American social and behavioral epidemiologist

Kelvin Choi is an American social and behavioral epidemiologist serving as the scientific director for the division of intramural research at the National Institute on Minority Health and Health Disparities (NIMHD) since 2024. He researches tobacco use behaviors, health disparities, and the impact of tobacco marketing on vulnerable populations.

== Education ==
Choi earned a B.Sc. in physiotherapy. He completed a M.P.H. in community health education and Ph.D. in social and behavioral epidemiology at the University of Minnesota.

== Career ==
Choi was an assistant professor in the division of epidemiology and community health at the University of Minnesota School of Public Health University of Minnesota.
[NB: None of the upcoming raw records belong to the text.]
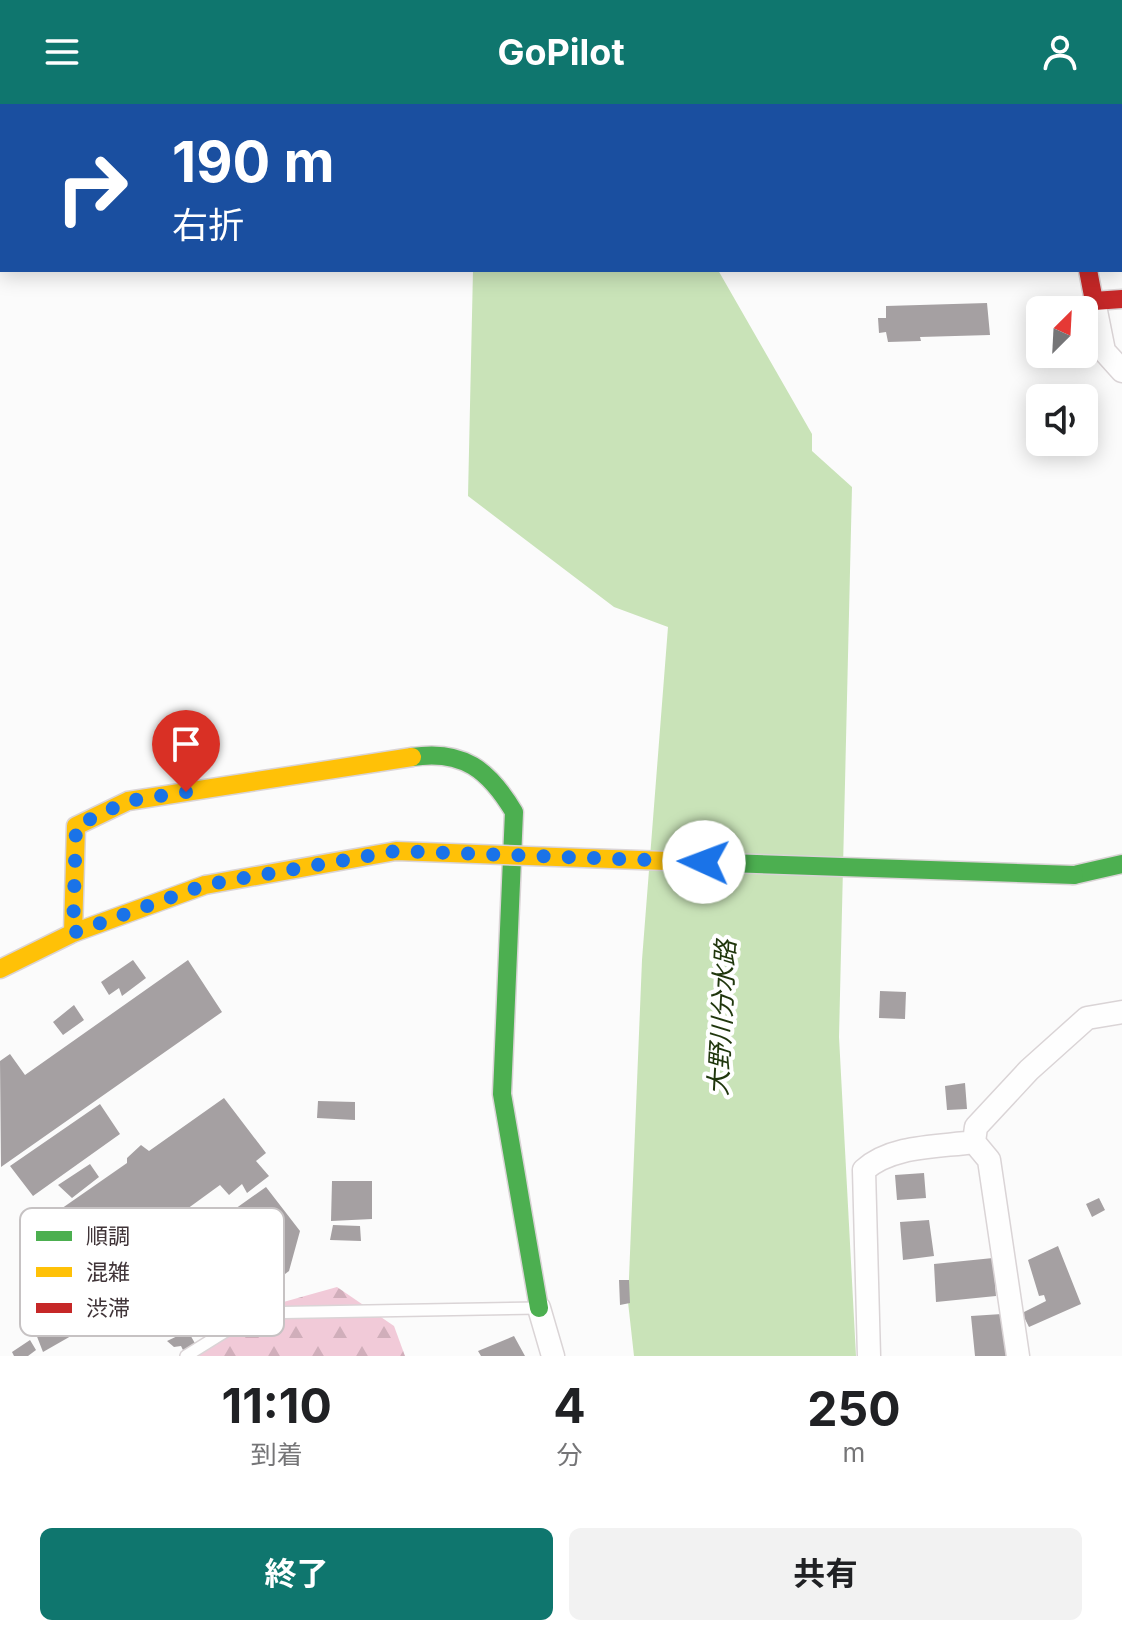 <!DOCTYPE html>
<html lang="ja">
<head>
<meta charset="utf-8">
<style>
	:root { --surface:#fff; --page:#f2f2f2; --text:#202124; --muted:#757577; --accent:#0f766e }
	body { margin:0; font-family:Inter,"Noto Sans JP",sans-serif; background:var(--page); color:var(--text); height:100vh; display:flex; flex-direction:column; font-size:30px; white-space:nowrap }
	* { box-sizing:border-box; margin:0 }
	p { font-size:26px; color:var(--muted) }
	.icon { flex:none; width:44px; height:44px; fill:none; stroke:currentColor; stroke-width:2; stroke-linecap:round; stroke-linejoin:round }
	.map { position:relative; height:1252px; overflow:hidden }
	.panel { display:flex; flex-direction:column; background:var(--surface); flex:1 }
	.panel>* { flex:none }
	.hud { position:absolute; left:0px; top:0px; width:1122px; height:168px; box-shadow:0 4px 20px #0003; background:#1a4fa0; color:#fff; overflow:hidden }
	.needle { width:52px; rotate:24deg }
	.tools { position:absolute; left:1026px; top:192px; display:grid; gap:16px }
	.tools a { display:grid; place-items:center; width:72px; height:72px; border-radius:12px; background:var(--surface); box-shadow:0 4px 20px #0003; font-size:40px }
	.pin { position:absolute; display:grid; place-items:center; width:68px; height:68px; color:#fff; margin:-82px -34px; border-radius:50% 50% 50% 0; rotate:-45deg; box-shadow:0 0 8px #0007 }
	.pin .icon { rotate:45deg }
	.me { position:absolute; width:88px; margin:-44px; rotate:272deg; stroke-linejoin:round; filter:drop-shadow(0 0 6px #0008) }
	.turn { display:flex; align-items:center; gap:28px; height:168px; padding:0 40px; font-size:36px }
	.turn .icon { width:104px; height:104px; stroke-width:2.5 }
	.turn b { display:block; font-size:56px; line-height:68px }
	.eta { display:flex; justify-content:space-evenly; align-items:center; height:136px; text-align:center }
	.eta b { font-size:48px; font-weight:700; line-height:56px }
	.cta { display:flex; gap:16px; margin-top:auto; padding:16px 40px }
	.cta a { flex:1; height:92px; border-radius:12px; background:var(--accent); color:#fff; font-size:32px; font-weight:700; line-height:92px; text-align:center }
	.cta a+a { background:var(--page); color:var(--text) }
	header { display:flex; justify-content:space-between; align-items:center; height:104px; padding:0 40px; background:var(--accent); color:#fff; font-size:36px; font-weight:700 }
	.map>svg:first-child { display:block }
</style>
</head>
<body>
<header><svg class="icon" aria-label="menu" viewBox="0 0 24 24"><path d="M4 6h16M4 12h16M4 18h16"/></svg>GoPilot<svg class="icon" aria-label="person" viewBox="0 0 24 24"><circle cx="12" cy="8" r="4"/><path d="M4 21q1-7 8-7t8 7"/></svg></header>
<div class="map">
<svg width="1122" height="1252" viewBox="0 0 1122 1252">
	<defs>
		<pattern id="forest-firs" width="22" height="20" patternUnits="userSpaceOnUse" patternTransform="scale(2)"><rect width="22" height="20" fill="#f1cad8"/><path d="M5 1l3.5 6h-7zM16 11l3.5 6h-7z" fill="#d0aeba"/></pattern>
	</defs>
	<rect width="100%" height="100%" fill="#fbfbfb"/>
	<path fill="url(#forest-firs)" d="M 337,1183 L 394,1222 L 405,1252 L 199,1252 L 244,1209 Z"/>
	<path fill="#c9e3b8" d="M 473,166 L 718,166 L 812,330 L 812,347 L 852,383 L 839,933 L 856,1252 L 634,1252 L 628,1198 L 642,856 L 668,523 L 614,503 L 468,392 Z"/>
	<path fill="#a5a0a2" d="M 987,199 L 990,231 L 920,233 L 921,237 L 888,238 L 886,228 L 879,229 L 878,214 L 886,214 L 886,202 Z
		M 133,856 L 146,874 L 122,892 L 119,884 L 109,891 L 101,878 Z
		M 188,856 L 222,908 L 1,1063 L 0,957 L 10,950 L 25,971 Z
		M 880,887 L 906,888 L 905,915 L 879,914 Z
		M 74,901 L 84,916 L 63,931 L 53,918 Z
		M 965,979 L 967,1005 L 947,1006 L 945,982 Z
		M 224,994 L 266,1049 L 256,1057 L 269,1072 L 247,1089 L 242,1080 L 229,1091 L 220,1081 L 176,1113 L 182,1121 L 174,1126 L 169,1121 L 77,1185 L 35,1123 L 127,1059 L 127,1054 L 141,1041 L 149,1047 Z
		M 318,997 L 355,998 L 355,1016 L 317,1014 Z
		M 100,1000 L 120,1030 L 33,1092 L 10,1062 Z
		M 90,1060 L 99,1073 L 72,1094 L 58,1081 Z
		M 924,1069 L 926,1094 L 897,1096 L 895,1071 Z
		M 332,1077 L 372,1077 L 372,1115 L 331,1117 Z
		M 266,1083 L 300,1127 L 289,1167 L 260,1189 L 242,1167 L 199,1192 L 186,1179 L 170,1188 L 152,1164 Z
		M 1099,1094 L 1105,1106 L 1092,1113 L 1086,1100 Z
		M 929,1116 L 934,1152 L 903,1156 L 900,1118 Z
		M 333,1121 L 360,1122 L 361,1137 L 330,1136 Z
		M 1058,1142 L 1081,1200 L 1029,1223 L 1022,1209 L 1046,1197 L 1044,1191 L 1039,1192 L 1028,1156 Z
		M 993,1154 L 996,1192 L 936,1198 L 934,1160 Z
		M 619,1176 L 629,1176 L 630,1199 L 620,1201 Z
		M 92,1201 L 99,1216 L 43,1248 L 36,1230 Z
		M 1002,1210 L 1006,1252 L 975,1252 L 971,1212 Z
		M 188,1227 L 201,1250 L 198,1252 L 186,1252 L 181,1242 L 174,1243 L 167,1237 Z
		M 514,1232 L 525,1252 L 481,1252 L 478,1247 Z
		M 30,1236 L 36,1246 L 28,1252 L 14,1252 L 12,1248 Z"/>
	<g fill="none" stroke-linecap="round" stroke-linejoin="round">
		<g stroke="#dad4d6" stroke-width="14">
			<path id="lane" d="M 186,1252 L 255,1209 L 538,1204"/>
		</g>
		<g stroke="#dad4d6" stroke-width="25">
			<path id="street" d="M 1094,197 L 1104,247 L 1122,267
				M 539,1204 L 553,1252
				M 869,1252 L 864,1066 C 892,1041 938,1043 974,1038
				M 1018,1252 L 989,1056 L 974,1038 L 976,1023 L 1029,966 L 1087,914 L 1122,908"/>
		</g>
		<g stroke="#dad4d6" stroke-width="21">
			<path id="fast" d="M 1054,0 L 1054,2
				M 412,653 C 463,645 489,666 514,708 L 502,990 L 539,1204
				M 1074,771 L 1122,760"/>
		</g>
		<g stroke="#dad4d6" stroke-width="21">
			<path id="slow" d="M 73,829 L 76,722 L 128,697 L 412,653
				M 0,865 L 73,829 L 205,781"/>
		</g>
		<g stroke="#dad4d6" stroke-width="21">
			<path id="jam" d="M 1088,166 L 1094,197 L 1122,195"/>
		</g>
		<use href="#lane" stroke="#fefefe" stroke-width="11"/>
		<use href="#street" stroke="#fefefe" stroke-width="22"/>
		<use href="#fast" stroke="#4caf50" stroke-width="18"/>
		<use href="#slow" stroke="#ffc107" stroke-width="18"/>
		<use href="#jam" stroke="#c62828" stroke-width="18"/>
		<g stroke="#dad4d6" stroke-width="21" stroke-linecap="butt">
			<path id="fast-bridge" d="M 667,757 L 1074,771"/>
		</g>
		<g stroke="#dad4d6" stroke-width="21" stroke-linecap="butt">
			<path id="slow-bridge" d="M 205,781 L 396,747 L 667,757"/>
		</g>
		<use href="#fast-bridge" stroke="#4caf50" stroke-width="18"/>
		<use href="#slow-bridge" stroke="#ffc107" stroke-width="18"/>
	</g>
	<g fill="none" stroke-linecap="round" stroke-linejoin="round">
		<path stroke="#1a73e8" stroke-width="14" stroke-dasharray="0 25.2" d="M 186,688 L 128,697 L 76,722 L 73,829 L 205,781 L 396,747 L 704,758"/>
	</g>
	<g text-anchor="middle" stroke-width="8" stroke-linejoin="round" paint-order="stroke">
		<g font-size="26" font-style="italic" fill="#1f360c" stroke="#fff">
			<text transform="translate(722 914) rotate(-87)" y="9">大野川分水路</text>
		</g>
	</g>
	<rect x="20" y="1104" width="264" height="128" rx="12" fill="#fff" stroke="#c6c2c3" stroke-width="2"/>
	<rect x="36" y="1127" width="36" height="10" fill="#4caf50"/>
	<rect x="36" y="1163" width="36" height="10" fill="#ffc107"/>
	<rect x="36" y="1199" width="36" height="10" fill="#c62828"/>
	<g font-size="22" fill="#403438">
		<text x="86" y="1140">順調</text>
		<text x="86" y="1176">混雑</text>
		<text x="86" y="1212">渋滞</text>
	</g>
</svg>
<div class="tools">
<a><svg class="needle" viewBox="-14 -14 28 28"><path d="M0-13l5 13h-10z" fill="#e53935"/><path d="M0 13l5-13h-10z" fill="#757577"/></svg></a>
<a><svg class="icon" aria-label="sound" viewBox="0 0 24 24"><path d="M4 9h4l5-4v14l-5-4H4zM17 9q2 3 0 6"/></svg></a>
</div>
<div class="pin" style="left:186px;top:688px;background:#d93025"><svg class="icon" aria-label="arrive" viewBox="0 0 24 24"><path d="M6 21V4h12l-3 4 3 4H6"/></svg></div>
<svg class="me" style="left:704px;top:758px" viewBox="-20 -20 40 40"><circle r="19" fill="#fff"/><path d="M0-13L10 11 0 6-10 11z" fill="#1a73e8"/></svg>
<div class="hud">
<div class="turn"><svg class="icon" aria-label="right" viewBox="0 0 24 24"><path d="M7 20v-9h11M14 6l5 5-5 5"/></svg><div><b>190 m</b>右折</div></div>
</div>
</div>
<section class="panel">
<div class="eta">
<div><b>11:10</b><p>到着</p></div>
<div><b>4</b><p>分</p></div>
<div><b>250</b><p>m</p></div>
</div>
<div class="cta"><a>終了</a><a>共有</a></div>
</section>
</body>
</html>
In 2013, Choi joined the division of intramural research (DIR) at National Institute on Minority Health and Health Disparities as a Stadtman Tenure-Track Investigator. He obtained tenure at National Institutes of Health (NIH) in 2019 and promoted to senior investigator in 2021. Choi heads the tobacco related disparities and control lab in the DIR social and behavioral sciences branch. He studies how social determinants and marketing influence tobacco use and evaluates interventions to reduce related health disparities. He became a fellow of the Society for Research on Nicotine and Tobacco in 2022.

In March 2023, Choi succeed Anna María Nápoles as acting DIR scientific director. He permanently assumed the role on November 17, 2024, becoming its third scientific director.